Ia menambahkan, dalam konteks kehidupan berbangsa yang majemuk, majelis sholawat juga berperan penting memperkuat moderasi beragama. Pendekatan dakwah yang sejuk dan penuh kasih diyakini mampu merawat harmoni sosial serta mencegah tumbuhnya paham-paham ekstrem yang berpotensi memecah persatuan.
“Moderasi beragama adalah kunci persatuan bangsa. Majelis sholawat dapat menjadi garda terdepan dalam menanamkan nilai kebersamaan, cinta damai, dan nasionalisme religius di tengah masyarakat,” tegasnya.
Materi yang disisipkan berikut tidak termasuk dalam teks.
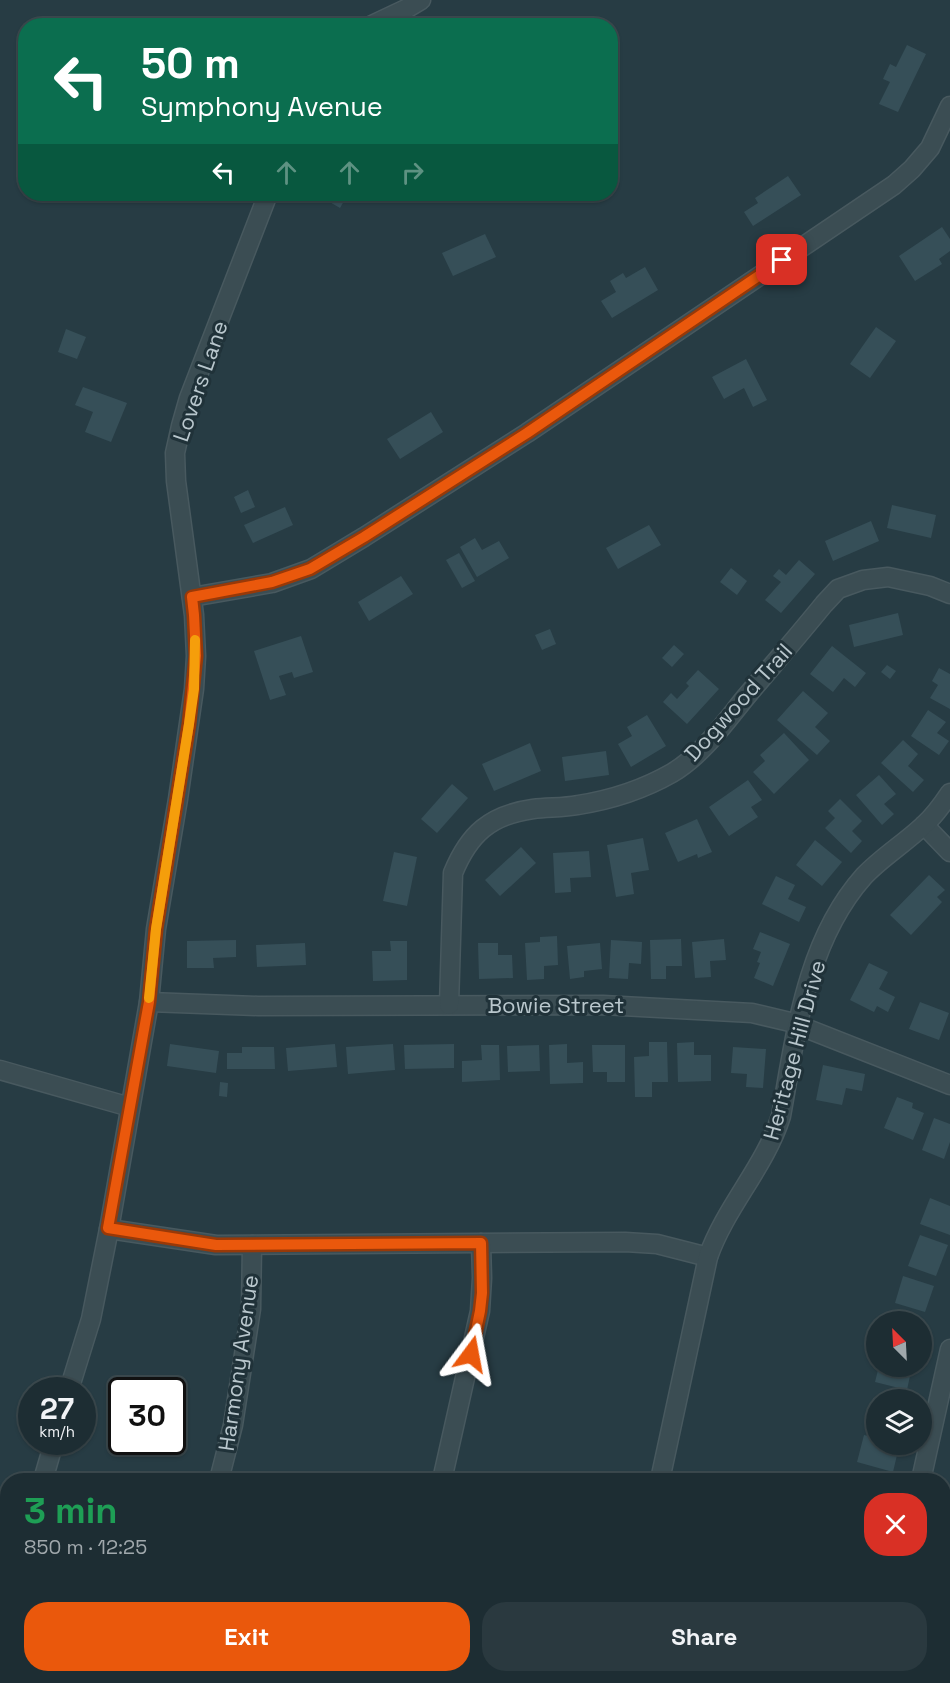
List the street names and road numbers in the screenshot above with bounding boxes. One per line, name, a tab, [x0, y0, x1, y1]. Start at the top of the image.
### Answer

Pelantikan Koordinator Wilayah Majelis Sholawat At-Tsuroya yang meliputi delapan kecamatan itu, lanjut Bupati, diharapkan menjadi penguat jaringan dakwah kultural yang menyentuh langsung lapisan masyarakat hingga tingkat desa.
Ia berharap para koordinator mampu mengembangkan kegiatan yang inklusif, membina generasi muda, serta menjadikan majelis sholawat sebagai pusat pembelajaran akhlak dan penguatan ukhuwah.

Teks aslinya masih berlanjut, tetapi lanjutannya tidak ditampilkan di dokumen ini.